By 2011, a few years after Garibaldi relocated to Parkville, he and Scott Hartley — bassist in the recently formed Suneaters — had forged a fresh vision for Lotuspool. In 2012, as the label marked its 20th anniversary, the two had begun brainstorming a comeback.
“I was on the periphery when he [Garibaldi] started Lotuspool 22 years ago,” Hartley tells me. “I always admired how dedicated he was to putting out his friends’ music, and it wasn’t half-assed. He’s one of those guys who executes on it. So we started discussing how we wanted to resuscitate the label and get some new artists and push it forward. I’ve always been the guy that’s relentlessly — sometimes obnoxiously — forced new music on him, so I might be more discerning and adventurous in terms of the artists we sign.”
“We’ve really tried to find a mixture of what we consider good music, which is not music of one particular style and typically not music that is the current style of the day,” Garibaldi says. “We like stuff that challenges the listener.”
Sure enough, the present-day Lotuspool roster has the feel of something handpicked — by a stubbornly idiosyncratic hand. Besides, of course, Suneaters (whose debut, Suneaters I, was released in 2011), are singer-songwriter Chris Cardwell (also the drummer for Suneaters), electric-guitar duo Hollow Body, Chicago’s Bully Pulpit and Lawrence folk-pop songstress Heidi Lynne Gluck. There’s also a smattering of other obscure and relatively inactive bands, including Zoom — which last released an album with Tim Kerr Records in 1994 — and Krafty Lovelordz, a high school band from Garibaldi’s Chicago adolescence.
“A lot of the things that we do are counterintuitive to running a label, like signing bands that don’t tour,” Garibaldi admits with a laugh. “That’s not a good idea if you want to be a huge label. Signing bands that don’t usually stand up next to each other, bands that are uncommon, that’s not the way it’s done. But we haven’t made money in years, so we don’t really care.”

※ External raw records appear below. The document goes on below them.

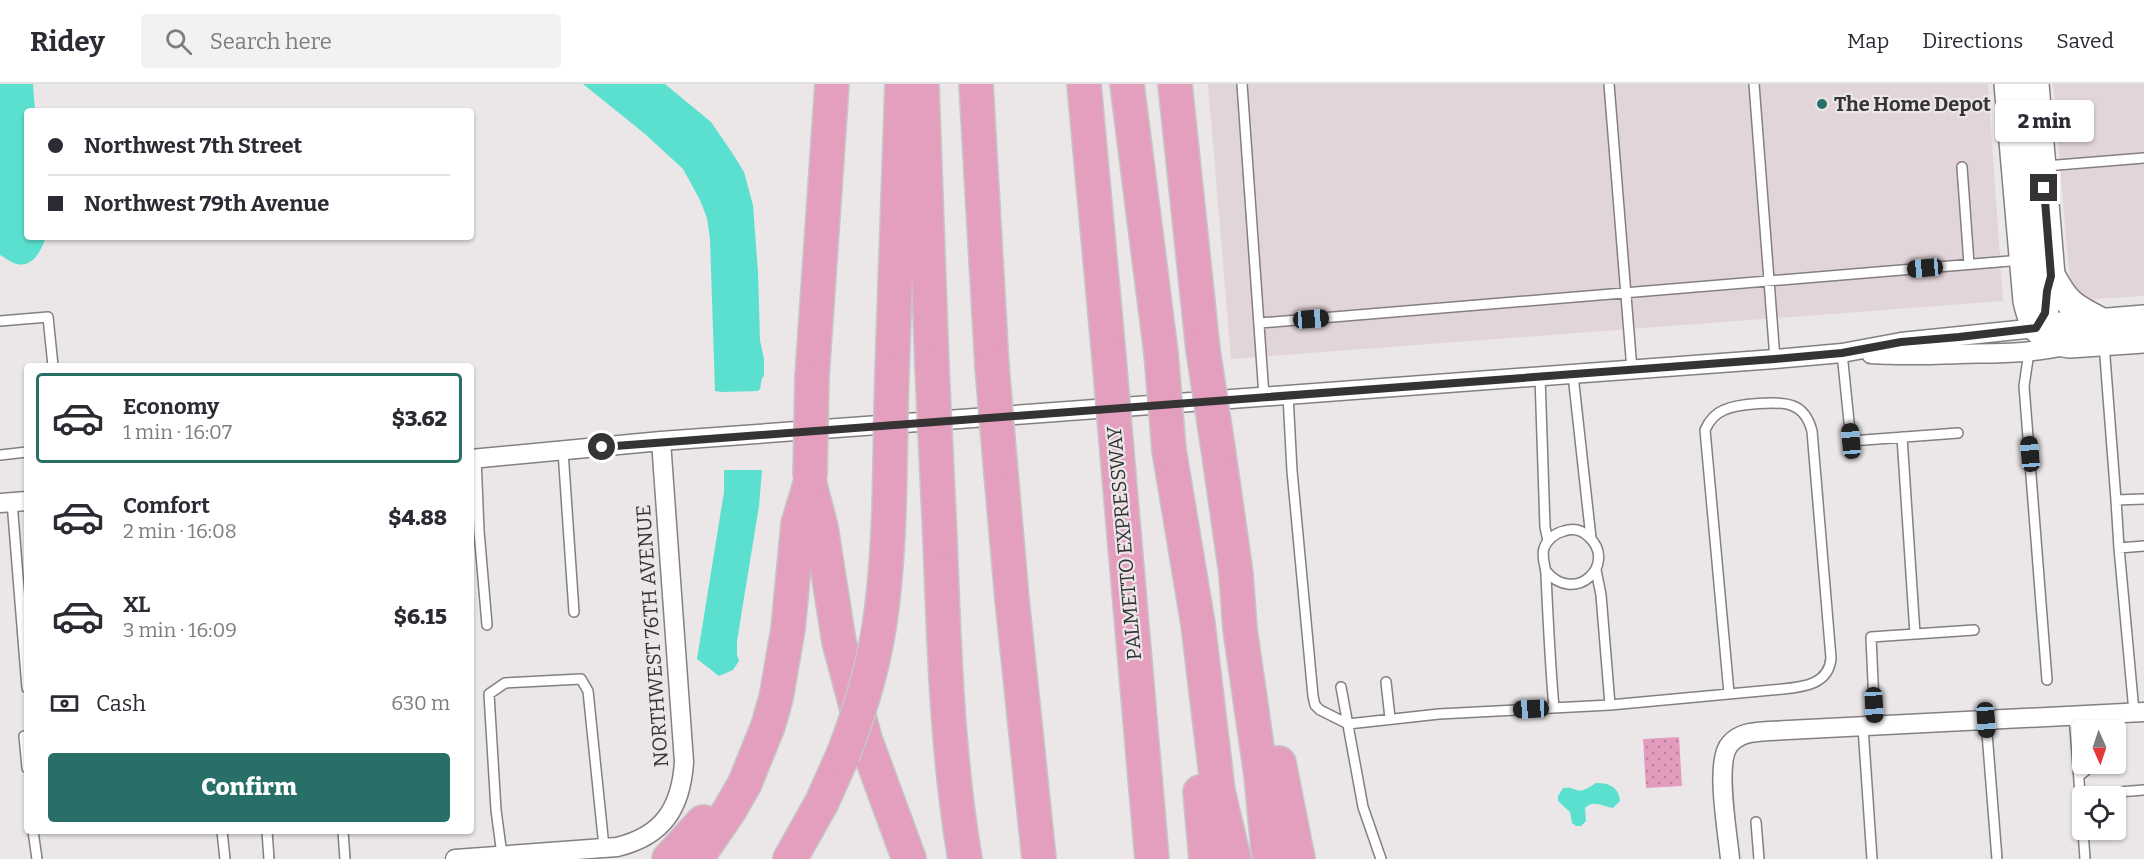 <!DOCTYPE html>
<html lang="en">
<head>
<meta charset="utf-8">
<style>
	body { margin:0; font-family:Bitter,serif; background:#f2f2f3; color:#2b2b33; height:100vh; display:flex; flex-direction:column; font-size:22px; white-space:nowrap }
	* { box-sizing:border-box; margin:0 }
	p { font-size:20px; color:#7c7c81 }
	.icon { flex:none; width:33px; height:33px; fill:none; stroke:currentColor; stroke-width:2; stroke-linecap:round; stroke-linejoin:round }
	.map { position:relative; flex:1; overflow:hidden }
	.sheet { position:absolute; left:24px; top:279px; width:450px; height:471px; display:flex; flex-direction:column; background:#fff; border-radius:6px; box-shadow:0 2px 4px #0004 }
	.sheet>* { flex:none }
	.top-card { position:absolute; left:24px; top:24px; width:450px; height:132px; border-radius:6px; box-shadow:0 2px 4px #0004; display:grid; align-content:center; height:132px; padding:0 24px; background:#fff }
	.needle { width:39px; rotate:177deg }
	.tools { position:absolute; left:2072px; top:636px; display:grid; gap:12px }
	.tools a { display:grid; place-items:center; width:54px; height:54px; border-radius:6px; background:#fff; box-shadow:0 2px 4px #0004; font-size:30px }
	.end { position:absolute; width:27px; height:27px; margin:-14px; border:8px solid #353334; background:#fff; box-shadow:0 0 0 3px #fff }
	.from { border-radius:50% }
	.bubble { position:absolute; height:42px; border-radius:6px; background:#fff; box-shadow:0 2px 4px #0004; font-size:20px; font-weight:800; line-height:42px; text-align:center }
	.car { position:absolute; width:18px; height:36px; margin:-18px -9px; border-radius:8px; box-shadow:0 0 4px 2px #0007; background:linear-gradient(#222 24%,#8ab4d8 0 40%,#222 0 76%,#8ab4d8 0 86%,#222 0) }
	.top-card b { display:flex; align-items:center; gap:21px; height:57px; font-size:22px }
	.top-card b+b { border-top:2px solid #e1e1e2 }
	.top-card i { width:15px; height:15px; background:#2b2b33 }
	ul { padding:10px 0 0; list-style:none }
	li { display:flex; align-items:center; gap:18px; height:90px; margin:0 12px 9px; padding:0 12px; border:3px solid transparent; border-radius:6px }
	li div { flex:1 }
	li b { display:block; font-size:22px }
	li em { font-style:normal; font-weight:800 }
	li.selected { border-color:#287067 }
	li>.icon { width:54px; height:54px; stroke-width:1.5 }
	.pay { display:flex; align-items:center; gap:15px; height:66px; padding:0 24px; font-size:22px }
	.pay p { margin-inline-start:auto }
	.button { display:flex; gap:12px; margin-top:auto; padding:12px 24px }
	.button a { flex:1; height:69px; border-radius:6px; background:#287067; color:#fff; font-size:24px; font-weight:800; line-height:69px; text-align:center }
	header { display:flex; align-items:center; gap:36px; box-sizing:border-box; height:84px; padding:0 30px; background:#fff; border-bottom:2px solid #e1e1e2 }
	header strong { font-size:28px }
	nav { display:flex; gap:33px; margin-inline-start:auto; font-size:21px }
	.search { width:420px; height:54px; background:#f2f2f3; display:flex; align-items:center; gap:15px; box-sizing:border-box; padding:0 21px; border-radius:6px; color:#7c7c81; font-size:22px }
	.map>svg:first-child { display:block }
	.built { fill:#e2d5da }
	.park { fill:url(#park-dots) }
	.water { fill:#5be0cf }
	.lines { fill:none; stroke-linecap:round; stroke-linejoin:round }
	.lane-casing { stroke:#847f81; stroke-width:12 }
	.street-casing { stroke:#847f81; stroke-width:21 }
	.secondary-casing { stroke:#847f81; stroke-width:30 }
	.highway-casing { stroke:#c6c6c6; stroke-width:36 }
	.lane { stroke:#fff; stroke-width:9 }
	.street { stroke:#fff; stroke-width:18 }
	.secondary { stroke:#fff; stroke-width:27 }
	.highway { stroke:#e49fbf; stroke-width:33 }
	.highway-bridge-casing { stroke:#c6c6c6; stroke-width:36; stroke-linecap:butt }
	.highway-bridge { stroke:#e49fbf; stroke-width:33 }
	.route { stroke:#353334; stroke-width:8 }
	.poi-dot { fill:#287067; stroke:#ebe6e8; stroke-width:2 }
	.labels { text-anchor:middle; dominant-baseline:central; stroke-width:4.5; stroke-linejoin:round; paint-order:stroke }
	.poi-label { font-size:20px; font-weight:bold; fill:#353334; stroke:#ebe6e8; text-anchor:start }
	.street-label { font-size:20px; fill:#353334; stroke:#ebe6e8 }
</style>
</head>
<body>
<header>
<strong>Ridey</strong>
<div class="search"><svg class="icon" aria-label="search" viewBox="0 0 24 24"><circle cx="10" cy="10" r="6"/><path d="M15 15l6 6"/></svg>Search here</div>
<nav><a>Map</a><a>Directions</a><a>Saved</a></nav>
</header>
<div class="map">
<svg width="2144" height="775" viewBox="0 0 2144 775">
	<defs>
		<pattern id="park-dots" width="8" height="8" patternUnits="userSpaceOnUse" patternTransform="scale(1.5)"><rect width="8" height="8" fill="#e49cbe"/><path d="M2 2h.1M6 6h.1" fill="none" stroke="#ba809b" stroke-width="1.8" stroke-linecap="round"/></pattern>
	</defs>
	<rect width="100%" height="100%" fill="#ebe6e8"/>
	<path class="built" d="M1208 0H1988L2003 217 1231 275Z
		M2053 0H2144V212L2093 215 2082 213 2070 201Z"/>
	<path class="park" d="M1679 653 1682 702 1646 704 1643 655Z"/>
	<path class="water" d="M0 0H33L35 27H27V153H46C42 165 33 184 17 180 11 179 6 174 0 171Z
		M583 0H665L711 38 733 70 744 88 753 121 758 188 760 256 764 275V292L762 294 760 305 758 307 721 308 715 307 710 155 707 134 700 116 683 85 645 50Z
		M724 386H762L759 422 737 557V571L739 577 733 586 719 592 697 575 724 408Z
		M1596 699C1609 699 1619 703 1620 717L1613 724C1603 723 1594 715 1585 724L1586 737 1581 742H1576L1572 739 1570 728 1558 717V712L1563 704C1580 702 1574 714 1596 699Z"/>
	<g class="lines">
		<defs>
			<path id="lane" d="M1242 0 1264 312
				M1609 0 1632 286
				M1754 0 1775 275
				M2045 82 2144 74
				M1962 83 1969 180
				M0 237 48 233 53 282
				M1260 239 2022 176
				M2104 260 2116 416 2144 415
				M2029 268 2024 302 2047 596
				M1842 269 1851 357 1958 349
				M1573 291 1591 454
				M1540 293 1545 443 1548 457
				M1288 311 1292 387 1313 612 1315 621 1320 626 1348 640 1439 630 1610 621 1783 605C1804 603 1829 600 1831 574L1812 347C1809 336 1804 326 1793 322 1780 316 1737 320 1724 326 1714 330 1709 337 1705 346L1729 609
				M563 367 574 528
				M0 371 27 368
				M476 374 479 447 487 541
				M2116 416 2119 464 2144 462
				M12 418 27 604
				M2119 464 2134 628
				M1596 486 1601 511 1610 621
				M1546 487C1575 522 1618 480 1589 453 1582 446 1573 444 1564 447 1555 449 1547 456 1544 464 1541 474 1546 482 1546 491 1548 535 1550 579 1554 624
				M1915 550 1974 546
				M1386 598 1390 634
				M1341 603 1363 723 1381 775
				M2095 630V646
				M2074 631 2082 736
				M1986 636 1997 775
				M1875 642 1871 553 1915 550 1902 353
				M1863 643 1872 775
				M24 652 27 684
				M2079 692 2094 680
				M2080 711 2144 706
				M1756 738 1759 775
				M2083 746 2085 775
				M33 747 37 775
				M222 747 225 775
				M267 747 269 775
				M343 747 345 775
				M502 771 496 726 489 610 505 599 581 595 588 607 604 763"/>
			<path id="street" d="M1871 270C1903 272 1929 271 1960 270 1997 269 2032 270 2068 261
				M471 375 661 357 1775 275 1842 269 1901 258 2036 244
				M0 419 27 417
				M455 775 617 763C663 752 681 724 684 678L661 357
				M1730 775C1728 750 1714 677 1730 660 1740 648 1755 648 1769 647L2144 628"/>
			<path id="secondary" d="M2008 0 2027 217C2033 244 2041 257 2070 260L2144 255
				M2035 0 2051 191C2046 210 2048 228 2036 244
				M2051 191C2067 221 2073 223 2102 238
				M2036 244 2144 235"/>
			<path id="highway" d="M976 0 992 282
				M1084 0 1109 273
				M1127 0 1161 269
				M1175 0 1203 266
				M922 2 932 283
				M892 289 902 0
				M812 293 832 0
				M1218 364 1236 490 1240 545 1261 691 1269 775
				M1169 366 1198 540 1218 707 1234 775
				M1117 369 1152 775
				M1000 378 1012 515 1039 775
				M810 401 821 443 839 558 865 655 909 775
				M940 455C944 562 947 669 965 775
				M1279 679 1298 775
				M1200 708 1206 775
				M669 775 703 738
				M696 775 729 727 745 699 768 642 776 614 788 545 798 440 810 400
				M790 775 822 718 843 671"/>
		</defs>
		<use href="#lane" class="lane-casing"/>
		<use href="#street" class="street-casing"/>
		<use href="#secondary" class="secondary-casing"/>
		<use href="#highway" class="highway-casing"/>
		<use href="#lane" class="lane"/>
		<use href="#street" class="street"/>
		<use href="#secondary" class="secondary"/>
		<use href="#highway" class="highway"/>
		<defs>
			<path id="highway-bridge" d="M1203 266 1218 364
				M1161 269 1169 366
				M1109 273 1117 369
				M992 282 1000 378
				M932 283 940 455
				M810 393 812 293
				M843 671C859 630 872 588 879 544 892 460 889 374 892 289"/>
		</defs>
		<use href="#highway-bridge" class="highway-bridge-casing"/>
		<use href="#highway-bridge" class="highway-bridge"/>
	</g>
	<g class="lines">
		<path class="route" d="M602 363 1775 275 1842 269 1901 258 1959 253 2036 244 2045 229 2047 207 2051 192 2044 104"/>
	</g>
	<circle class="poi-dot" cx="1822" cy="20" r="6"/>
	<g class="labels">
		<g class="poi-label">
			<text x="1834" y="20">The Home Depot</text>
		</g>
		<g class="street-label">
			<text transform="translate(1124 459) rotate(-95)">PALMETTO EXPRESSWAY</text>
			<text transform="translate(652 552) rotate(-94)">NORTHWEST 76TH AVENUE</text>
		</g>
	</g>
</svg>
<div class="tools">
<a><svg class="needle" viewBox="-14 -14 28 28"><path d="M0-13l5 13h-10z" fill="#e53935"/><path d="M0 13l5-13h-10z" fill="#7c7c81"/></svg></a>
<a><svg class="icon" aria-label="locate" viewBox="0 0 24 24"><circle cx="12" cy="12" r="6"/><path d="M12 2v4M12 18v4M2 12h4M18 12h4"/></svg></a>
</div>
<i class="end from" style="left:602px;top:363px"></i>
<i class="end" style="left:2044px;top:104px"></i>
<div class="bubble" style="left:1995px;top:16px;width:99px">2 min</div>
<i class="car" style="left:1925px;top:184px;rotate:265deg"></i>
<i class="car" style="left:1311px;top:235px;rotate:86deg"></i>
<i class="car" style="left:1851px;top:357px;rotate:355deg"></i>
<i class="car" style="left:2030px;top:370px;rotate:355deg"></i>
<i class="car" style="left:1874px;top:621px;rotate:177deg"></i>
<i class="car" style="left:1531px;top:625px;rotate:267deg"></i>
<i class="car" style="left:1986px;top:636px;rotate:176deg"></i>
<div class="top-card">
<b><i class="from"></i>Northwest 7th Street</b>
<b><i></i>Northwest 79th Avenue</b>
</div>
<section class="sheet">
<ul>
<li class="selected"><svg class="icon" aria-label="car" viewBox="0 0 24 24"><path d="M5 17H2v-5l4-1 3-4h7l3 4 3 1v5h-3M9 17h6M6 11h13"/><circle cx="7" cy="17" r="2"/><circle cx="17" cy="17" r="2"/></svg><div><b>Economy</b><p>1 min · 16:07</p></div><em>$3.62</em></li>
<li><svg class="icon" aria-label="car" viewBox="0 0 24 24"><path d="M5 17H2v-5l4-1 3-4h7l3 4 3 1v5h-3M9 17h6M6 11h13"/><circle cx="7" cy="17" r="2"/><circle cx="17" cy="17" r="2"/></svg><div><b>Comfort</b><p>2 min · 16:08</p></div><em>$4.88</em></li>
<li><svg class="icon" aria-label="car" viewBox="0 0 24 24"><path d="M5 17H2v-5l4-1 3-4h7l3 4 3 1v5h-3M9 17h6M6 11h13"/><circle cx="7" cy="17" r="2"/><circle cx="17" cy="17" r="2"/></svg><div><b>XL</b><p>3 min · 16:09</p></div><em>$6.15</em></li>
</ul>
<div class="pay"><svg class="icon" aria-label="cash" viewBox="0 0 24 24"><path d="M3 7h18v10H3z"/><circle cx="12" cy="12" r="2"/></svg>Cash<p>630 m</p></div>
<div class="button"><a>Confirm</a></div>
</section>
</div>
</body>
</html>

The point, Garibaldi insists throughout our conversation, is to support his artists and get their music into the world. And in Gluck, he and Hartley may at last have a defining figure for their label.
“The trick is that Heidi is very serious about having a career as a musician, and she deserves one,” Garibaldi says. “That’s one thing that’s really important for us: that we don’t underserve her or her talent. We want to make sure that Heidi Lynne Gluck has the musical career that she deserves because she’s so good, and we want to be tending to that like a good label should.”
In April, Lotuspool put out Gluck’s debut EP, The Only Girl in the Room, which is among the strongest local releases this year — one that sounds ready for a wider audience.
“It was clear really fast that it was artists first across-the-board with Chris,” Gluck tells me. “It wasn’t so that I could be like, ‘Oh, I’m on such and such a label.’ I just wanted help to get these songs out, and it really seemed like he would be able to do that without a bunch of runaround. And he did. I would love to be heard more, and I don’t see any reason why they couldn’t be the people who could help me achieve that.”
Garibaldi has developed what now feels like an almost old-school tool to develop his acts: an in-house multimedia production team (helmed by Kansas filmmaker W. David Keith). People still make music videos, after all, and some go viral. And Lotuspool has three more releases slated for this year (one each from Matt Hyde, Bully Pulpit and Suneaters) and four already on the books for 2016.
“One of the mistakes we made as kids running the label was that we made a lot of short-term decisions,” Garibaldi says. “We didn’t have foresight. We were too concerned about paychecks and debt. And now it’s like, ‘Let’s take the thing that we do well, which is to foster interesting music, and not worry about the little things.’ Let’s see if we might be able to figure out something that might make the music bigger. That’s the goal.”